**Requirement**
Extract all lines from the data beneath that include the word "body".

Stored records:
☆ ☆ ☆ ☆
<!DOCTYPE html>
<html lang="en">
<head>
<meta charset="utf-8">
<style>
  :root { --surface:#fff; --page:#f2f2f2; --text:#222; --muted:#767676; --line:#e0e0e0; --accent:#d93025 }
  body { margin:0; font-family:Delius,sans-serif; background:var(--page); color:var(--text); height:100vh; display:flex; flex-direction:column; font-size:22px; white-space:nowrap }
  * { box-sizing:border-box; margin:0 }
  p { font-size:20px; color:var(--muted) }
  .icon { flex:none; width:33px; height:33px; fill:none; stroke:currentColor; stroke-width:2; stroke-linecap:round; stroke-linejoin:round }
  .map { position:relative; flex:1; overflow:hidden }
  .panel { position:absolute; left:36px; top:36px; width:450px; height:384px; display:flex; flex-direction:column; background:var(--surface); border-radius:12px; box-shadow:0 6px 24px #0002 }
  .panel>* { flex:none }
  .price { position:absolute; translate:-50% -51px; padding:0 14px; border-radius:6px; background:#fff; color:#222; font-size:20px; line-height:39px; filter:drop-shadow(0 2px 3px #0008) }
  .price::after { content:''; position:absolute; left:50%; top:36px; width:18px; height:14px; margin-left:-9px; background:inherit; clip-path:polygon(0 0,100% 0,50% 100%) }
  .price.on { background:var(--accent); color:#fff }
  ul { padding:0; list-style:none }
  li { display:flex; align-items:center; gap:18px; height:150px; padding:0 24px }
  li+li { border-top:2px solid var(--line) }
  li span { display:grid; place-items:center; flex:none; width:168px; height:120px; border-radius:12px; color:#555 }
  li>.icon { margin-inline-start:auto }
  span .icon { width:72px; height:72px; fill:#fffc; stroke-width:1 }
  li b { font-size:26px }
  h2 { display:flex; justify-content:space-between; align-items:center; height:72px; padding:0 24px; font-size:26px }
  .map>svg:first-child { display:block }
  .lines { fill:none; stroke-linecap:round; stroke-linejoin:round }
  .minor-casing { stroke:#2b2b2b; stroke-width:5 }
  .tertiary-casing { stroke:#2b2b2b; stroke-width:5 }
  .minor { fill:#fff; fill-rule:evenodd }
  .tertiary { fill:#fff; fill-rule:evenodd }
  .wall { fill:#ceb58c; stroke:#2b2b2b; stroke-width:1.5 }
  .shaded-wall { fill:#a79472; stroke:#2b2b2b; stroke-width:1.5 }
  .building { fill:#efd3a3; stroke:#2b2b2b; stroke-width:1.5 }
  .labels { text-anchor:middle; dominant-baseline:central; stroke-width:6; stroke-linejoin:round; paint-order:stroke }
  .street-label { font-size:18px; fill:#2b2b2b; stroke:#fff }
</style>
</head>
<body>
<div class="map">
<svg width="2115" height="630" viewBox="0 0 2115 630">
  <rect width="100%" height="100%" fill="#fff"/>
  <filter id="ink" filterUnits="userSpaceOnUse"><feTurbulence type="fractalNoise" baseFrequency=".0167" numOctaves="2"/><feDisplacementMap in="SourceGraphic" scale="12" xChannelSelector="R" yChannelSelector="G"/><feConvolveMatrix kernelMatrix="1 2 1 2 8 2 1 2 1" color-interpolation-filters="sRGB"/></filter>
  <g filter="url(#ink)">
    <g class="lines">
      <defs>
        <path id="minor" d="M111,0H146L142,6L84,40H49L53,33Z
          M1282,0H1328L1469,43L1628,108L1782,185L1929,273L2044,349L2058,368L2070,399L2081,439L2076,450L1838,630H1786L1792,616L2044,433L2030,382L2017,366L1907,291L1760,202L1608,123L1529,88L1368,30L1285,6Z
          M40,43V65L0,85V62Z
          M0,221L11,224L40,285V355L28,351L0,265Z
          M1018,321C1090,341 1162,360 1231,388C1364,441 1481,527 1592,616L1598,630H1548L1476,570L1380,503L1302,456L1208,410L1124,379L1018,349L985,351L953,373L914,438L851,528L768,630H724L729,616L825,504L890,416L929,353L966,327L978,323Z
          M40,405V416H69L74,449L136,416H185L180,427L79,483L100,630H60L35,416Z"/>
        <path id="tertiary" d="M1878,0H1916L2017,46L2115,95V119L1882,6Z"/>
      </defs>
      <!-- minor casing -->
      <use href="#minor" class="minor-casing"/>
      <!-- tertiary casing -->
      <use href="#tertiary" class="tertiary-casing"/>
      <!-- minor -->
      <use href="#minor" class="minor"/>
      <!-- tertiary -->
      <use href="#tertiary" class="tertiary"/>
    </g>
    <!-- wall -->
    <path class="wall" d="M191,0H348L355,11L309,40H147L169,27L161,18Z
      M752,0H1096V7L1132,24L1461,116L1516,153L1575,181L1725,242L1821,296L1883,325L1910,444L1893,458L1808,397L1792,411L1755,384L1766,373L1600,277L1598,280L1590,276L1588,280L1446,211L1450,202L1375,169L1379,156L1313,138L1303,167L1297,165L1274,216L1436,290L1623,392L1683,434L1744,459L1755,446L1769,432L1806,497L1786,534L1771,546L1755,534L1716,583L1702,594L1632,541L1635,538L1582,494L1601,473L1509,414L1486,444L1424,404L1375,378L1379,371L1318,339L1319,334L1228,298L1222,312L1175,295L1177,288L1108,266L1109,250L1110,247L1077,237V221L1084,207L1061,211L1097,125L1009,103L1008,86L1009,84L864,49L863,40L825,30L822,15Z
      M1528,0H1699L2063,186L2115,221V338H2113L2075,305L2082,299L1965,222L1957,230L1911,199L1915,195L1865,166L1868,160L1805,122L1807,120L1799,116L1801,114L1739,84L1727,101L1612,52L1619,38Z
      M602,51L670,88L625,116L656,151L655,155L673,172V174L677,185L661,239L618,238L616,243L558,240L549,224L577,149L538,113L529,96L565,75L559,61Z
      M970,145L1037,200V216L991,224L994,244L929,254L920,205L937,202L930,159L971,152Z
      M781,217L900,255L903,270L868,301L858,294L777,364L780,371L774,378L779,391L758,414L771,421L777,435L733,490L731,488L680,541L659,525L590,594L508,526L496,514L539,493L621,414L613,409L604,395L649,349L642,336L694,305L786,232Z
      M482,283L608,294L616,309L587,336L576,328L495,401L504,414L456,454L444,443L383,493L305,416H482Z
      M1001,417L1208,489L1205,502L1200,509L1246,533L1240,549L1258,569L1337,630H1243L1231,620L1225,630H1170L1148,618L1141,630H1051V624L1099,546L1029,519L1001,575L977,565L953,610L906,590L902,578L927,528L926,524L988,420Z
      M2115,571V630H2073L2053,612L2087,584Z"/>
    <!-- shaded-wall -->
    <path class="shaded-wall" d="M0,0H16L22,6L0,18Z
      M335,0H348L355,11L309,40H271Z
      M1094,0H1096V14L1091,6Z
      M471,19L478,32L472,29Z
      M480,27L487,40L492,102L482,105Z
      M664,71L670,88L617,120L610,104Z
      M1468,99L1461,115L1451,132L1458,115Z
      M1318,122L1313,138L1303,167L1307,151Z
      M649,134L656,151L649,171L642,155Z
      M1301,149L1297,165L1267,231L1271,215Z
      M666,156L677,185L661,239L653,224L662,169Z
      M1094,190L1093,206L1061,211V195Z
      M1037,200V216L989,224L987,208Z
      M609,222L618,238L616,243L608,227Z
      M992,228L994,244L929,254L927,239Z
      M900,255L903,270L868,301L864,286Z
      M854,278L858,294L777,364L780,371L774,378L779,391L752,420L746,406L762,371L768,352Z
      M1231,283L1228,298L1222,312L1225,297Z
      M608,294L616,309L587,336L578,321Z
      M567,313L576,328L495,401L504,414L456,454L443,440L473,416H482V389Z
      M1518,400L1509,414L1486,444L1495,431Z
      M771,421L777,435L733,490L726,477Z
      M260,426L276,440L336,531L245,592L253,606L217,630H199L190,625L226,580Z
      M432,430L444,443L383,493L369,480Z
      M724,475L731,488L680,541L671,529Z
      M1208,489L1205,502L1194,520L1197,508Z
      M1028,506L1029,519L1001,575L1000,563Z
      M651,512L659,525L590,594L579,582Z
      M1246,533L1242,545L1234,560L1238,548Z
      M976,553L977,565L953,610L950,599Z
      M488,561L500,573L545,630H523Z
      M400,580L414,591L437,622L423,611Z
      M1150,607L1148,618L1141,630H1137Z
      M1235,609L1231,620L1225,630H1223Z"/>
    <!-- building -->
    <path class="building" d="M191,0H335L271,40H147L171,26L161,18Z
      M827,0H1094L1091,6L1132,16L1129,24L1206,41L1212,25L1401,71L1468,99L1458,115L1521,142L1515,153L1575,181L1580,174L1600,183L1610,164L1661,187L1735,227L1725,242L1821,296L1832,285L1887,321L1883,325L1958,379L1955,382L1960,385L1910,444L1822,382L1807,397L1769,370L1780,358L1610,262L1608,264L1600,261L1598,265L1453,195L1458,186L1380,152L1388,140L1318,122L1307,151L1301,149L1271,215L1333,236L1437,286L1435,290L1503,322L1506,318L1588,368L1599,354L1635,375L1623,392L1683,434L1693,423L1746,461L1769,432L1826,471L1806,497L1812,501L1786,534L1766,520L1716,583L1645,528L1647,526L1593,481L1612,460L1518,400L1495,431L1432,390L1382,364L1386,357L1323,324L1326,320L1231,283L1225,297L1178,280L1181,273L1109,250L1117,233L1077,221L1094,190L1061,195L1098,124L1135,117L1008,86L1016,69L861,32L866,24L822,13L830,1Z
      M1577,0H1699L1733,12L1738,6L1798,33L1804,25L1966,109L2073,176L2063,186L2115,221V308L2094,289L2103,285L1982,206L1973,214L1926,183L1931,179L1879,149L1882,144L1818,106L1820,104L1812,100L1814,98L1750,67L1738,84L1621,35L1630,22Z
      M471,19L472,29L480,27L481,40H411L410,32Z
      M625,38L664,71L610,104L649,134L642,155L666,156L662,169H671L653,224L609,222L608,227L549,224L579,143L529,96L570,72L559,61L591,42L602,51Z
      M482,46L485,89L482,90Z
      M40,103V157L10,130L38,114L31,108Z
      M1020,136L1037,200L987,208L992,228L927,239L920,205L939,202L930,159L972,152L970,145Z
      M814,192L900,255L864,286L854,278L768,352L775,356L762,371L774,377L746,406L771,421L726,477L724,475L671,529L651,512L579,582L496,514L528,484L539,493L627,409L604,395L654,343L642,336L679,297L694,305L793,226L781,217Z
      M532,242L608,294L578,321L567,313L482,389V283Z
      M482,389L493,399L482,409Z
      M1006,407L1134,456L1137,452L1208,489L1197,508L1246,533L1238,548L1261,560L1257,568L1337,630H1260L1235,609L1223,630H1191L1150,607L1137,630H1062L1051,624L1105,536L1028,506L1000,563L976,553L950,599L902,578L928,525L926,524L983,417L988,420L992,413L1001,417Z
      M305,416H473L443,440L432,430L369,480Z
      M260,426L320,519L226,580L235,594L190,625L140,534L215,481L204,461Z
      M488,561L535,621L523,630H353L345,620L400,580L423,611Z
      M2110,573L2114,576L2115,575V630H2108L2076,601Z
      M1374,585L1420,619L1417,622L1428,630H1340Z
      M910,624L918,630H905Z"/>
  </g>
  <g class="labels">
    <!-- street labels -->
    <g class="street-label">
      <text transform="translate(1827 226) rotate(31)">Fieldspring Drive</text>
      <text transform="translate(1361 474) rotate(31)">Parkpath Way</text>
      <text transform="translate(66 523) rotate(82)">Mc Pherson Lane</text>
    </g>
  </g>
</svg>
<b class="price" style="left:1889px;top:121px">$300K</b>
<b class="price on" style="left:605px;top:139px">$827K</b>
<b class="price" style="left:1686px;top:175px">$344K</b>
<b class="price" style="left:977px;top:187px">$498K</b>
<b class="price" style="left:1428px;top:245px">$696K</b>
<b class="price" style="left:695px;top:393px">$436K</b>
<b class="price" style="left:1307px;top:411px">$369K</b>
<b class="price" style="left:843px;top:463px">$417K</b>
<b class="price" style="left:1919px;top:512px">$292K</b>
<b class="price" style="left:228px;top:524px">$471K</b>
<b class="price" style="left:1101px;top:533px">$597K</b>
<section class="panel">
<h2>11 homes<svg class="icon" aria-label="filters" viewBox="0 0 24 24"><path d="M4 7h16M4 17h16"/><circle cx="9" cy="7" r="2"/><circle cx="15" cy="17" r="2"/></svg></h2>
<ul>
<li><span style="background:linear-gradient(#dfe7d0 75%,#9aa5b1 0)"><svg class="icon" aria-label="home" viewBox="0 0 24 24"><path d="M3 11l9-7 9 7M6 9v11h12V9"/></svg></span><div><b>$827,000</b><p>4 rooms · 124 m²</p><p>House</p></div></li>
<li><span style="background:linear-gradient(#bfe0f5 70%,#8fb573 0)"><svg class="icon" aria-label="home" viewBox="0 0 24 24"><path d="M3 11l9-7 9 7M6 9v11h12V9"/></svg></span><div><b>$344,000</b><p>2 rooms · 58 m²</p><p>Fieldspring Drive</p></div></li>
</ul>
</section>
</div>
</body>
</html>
☆ ☆ ☆ ☆
**Written solution**
  body { margin:0; font-family:Delius,sans-serif; background:var(--page); color:var(--text); height:100vh; display:flex; flex-direction:column; font-size:22px; white-space:nowrap }
<body>
</body>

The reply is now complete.